◆ Material provided ◆

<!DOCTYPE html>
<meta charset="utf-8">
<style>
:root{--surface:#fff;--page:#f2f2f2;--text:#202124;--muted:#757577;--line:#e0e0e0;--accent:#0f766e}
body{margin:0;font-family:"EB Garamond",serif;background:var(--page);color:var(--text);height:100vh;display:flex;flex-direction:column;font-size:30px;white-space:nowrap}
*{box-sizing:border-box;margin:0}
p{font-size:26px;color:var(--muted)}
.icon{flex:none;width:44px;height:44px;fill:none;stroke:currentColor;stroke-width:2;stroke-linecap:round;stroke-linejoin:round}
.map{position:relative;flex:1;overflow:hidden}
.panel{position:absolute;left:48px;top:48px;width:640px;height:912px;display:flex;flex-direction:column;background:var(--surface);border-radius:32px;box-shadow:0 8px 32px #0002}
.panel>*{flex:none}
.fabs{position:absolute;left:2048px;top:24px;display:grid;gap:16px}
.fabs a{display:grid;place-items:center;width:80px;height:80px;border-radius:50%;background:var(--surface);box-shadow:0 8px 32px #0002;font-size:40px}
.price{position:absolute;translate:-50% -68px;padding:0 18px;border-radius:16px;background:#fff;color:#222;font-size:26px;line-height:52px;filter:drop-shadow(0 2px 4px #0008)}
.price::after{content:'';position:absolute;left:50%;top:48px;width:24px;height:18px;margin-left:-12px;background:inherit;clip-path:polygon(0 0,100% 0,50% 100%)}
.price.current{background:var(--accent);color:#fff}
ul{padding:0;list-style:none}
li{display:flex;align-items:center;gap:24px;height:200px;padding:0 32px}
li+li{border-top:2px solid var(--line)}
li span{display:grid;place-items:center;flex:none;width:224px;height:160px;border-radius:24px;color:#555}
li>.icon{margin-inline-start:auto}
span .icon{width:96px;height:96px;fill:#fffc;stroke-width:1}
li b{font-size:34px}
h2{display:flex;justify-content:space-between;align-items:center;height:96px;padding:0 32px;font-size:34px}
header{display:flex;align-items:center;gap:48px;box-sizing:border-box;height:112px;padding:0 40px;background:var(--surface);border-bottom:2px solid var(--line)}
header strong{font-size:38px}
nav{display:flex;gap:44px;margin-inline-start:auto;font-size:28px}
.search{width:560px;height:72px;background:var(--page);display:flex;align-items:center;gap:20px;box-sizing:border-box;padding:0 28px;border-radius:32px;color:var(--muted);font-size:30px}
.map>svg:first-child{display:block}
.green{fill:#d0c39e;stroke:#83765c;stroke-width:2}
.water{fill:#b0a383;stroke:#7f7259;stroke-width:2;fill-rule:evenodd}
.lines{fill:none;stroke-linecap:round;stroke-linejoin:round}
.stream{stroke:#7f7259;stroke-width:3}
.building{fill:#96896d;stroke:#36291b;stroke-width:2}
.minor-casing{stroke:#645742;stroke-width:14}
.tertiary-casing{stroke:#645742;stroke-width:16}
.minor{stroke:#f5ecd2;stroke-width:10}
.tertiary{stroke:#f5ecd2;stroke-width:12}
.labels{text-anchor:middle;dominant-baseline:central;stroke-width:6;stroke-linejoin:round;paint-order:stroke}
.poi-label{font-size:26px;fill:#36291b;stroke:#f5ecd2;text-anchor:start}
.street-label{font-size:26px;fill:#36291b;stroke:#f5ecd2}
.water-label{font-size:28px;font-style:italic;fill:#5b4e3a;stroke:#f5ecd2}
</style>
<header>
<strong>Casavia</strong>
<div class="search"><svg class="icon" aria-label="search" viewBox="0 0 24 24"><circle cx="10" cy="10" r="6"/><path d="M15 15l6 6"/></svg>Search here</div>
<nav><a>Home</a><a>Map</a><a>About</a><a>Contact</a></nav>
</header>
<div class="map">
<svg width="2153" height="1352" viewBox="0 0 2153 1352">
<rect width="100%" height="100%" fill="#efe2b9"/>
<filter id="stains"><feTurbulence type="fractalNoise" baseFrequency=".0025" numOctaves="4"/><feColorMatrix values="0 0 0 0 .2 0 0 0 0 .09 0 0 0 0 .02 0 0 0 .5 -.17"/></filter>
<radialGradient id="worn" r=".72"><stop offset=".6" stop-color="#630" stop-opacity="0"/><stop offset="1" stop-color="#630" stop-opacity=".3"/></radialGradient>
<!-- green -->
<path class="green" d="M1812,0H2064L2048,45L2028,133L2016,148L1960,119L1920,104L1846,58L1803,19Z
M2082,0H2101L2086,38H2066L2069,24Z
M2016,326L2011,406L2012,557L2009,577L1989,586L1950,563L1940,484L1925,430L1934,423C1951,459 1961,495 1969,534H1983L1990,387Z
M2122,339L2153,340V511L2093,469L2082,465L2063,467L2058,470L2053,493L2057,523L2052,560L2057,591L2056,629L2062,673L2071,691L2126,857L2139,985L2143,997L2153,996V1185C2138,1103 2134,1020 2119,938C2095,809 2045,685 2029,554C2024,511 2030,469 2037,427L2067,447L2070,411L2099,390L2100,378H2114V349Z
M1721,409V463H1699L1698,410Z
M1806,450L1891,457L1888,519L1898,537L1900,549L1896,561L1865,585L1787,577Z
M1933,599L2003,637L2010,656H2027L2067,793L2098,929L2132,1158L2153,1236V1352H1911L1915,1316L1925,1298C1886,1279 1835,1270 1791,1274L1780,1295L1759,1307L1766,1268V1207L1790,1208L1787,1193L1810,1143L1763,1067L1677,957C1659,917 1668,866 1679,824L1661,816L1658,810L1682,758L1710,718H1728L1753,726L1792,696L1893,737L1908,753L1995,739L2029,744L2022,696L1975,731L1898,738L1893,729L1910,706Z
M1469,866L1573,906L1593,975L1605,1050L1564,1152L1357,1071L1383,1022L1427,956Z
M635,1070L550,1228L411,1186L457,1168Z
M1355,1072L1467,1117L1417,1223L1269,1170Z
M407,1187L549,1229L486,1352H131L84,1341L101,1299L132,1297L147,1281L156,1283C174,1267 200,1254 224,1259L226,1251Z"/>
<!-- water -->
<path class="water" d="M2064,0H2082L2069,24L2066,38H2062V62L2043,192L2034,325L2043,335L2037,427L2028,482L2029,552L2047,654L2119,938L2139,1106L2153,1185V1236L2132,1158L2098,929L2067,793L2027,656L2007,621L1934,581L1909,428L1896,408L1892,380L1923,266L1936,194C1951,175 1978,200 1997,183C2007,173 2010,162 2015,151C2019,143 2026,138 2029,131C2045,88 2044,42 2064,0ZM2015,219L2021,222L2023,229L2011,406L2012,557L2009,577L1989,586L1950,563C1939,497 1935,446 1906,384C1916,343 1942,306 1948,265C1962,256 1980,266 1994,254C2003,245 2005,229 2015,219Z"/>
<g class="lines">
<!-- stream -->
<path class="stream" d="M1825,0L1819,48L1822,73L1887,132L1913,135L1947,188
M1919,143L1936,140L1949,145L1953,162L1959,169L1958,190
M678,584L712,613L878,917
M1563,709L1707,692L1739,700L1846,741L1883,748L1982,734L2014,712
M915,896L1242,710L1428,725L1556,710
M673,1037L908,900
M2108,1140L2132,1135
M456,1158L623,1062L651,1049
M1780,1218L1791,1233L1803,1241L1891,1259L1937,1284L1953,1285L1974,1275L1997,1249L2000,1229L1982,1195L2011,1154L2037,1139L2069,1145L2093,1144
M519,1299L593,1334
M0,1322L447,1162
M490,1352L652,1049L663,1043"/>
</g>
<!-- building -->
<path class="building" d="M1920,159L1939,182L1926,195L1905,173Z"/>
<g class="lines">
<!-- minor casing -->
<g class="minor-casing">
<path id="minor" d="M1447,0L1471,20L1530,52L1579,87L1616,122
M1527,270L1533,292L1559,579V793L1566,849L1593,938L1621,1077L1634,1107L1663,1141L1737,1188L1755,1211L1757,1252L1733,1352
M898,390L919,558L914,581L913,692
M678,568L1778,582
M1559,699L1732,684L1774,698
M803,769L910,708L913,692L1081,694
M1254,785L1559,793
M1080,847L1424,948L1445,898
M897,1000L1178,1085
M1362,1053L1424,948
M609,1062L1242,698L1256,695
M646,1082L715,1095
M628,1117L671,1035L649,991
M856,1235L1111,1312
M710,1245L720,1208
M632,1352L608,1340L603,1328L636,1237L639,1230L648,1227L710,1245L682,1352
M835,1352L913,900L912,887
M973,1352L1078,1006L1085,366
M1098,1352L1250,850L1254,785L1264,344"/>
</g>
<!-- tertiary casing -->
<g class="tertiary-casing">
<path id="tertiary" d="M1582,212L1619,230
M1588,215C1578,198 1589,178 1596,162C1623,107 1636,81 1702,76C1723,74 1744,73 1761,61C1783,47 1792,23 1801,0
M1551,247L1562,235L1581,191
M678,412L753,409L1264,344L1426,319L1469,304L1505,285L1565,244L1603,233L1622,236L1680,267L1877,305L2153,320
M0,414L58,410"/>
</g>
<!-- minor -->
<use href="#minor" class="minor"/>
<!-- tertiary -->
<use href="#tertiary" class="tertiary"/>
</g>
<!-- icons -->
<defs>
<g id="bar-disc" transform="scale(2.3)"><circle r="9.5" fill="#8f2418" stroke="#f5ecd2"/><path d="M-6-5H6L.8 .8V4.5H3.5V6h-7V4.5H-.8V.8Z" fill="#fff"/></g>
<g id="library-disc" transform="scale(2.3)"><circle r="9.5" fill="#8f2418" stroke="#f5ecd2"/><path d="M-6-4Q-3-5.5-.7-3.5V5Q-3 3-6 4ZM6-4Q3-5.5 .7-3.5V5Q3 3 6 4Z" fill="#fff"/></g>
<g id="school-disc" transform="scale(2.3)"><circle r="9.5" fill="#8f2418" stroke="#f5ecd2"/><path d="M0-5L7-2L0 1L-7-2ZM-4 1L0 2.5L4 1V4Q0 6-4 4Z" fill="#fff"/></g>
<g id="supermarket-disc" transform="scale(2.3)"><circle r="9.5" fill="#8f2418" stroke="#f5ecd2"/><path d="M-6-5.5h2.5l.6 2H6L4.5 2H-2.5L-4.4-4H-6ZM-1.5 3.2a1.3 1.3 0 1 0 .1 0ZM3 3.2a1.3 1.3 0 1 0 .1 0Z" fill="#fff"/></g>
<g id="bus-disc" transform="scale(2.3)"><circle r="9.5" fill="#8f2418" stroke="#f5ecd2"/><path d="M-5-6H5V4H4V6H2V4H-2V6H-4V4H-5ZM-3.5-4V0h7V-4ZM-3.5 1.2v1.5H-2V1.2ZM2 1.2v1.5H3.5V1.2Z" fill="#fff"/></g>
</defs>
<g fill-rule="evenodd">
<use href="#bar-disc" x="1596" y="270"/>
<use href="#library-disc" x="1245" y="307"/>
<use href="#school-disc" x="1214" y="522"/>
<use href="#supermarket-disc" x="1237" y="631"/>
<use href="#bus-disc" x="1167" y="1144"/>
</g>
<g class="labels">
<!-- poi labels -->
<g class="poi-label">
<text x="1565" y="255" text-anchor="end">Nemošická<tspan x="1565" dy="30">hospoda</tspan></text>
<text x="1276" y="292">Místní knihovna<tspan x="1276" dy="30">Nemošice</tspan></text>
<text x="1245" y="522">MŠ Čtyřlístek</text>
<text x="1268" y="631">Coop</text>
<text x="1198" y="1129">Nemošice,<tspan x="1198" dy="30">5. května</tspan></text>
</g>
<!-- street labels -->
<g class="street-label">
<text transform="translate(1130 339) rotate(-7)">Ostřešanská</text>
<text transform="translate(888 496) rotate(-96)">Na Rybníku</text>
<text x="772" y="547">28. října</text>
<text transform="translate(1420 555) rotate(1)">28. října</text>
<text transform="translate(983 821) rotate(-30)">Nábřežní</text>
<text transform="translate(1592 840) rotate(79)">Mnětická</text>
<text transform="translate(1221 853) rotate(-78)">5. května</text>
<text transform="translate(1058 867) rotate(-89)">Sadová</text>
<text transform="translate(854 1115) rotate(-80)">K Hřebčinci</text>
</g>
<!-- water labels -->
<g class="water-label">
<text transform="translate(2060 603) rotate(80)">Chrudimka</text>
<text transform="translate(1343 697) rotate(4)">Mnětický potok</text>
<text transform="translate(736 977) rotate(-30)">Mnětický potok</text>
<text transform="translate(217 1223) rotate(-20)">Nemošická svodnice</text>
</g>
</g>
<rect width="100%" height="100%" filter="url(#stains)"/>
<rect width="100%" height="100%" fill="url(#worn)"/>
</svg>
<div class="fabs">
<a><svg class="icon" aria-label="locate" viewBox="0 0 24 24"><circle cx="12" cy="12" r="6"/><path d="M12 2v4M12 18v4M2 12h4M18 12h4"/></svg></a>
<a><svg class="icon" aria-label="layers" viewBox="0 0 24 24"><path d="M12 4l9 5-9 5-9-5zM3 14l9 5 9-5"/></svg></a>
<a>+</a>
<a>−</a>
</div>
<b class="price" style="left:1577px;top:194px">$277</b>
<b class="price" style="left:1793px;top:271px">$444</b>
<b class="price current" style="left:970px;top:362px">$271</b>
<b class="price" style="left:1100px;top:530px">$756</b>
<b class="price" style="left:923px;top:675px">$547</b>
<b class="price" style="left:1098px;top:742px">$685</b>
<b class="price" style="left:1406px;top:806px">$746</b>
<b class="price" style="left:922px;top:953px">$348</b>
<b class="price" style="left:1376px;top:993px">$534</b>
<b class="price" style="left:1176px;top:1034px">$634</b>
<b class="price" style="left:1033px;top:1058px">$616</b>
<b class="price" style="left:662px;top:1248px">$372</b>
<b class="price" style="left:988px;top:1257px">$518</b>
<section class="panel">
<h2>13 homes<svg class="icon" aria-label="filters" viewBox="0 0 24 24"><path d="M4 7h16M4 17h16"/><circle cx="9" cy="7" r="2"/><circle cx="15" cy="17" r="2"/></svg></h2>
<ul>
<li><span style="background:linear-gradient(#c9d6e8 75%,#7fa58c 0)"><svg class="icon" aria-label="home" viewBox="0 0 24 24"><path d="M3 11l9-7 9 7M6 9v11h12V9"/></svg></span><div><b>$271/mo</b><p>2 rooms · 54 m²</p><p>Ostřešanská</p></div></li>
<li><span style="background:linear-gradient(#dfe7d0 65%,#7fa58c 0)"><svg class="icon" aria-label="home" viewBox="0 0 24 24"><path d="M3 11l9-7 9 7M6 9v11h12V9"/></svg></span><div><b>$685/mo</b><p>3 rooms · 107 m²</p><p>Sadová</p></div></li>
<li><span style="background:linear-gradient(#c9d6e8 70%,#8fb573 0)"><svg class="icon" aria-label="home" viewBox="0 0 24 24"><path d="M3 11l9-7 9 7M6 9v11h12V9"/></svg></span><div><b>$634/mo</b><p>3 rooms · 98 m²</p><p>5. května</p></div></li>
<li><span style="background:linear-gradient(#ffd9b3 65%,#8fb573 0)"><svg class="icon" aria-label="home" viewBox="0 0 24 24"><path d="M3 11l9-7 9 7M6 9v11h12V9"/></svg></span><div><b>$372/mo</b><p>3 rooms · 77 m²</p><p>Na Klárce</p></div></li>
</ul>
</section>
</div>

◆ How to complete this task ◆
For every line in the records above that holds "casing", add one, and report the sum alone.

◆ Answer below ◆
6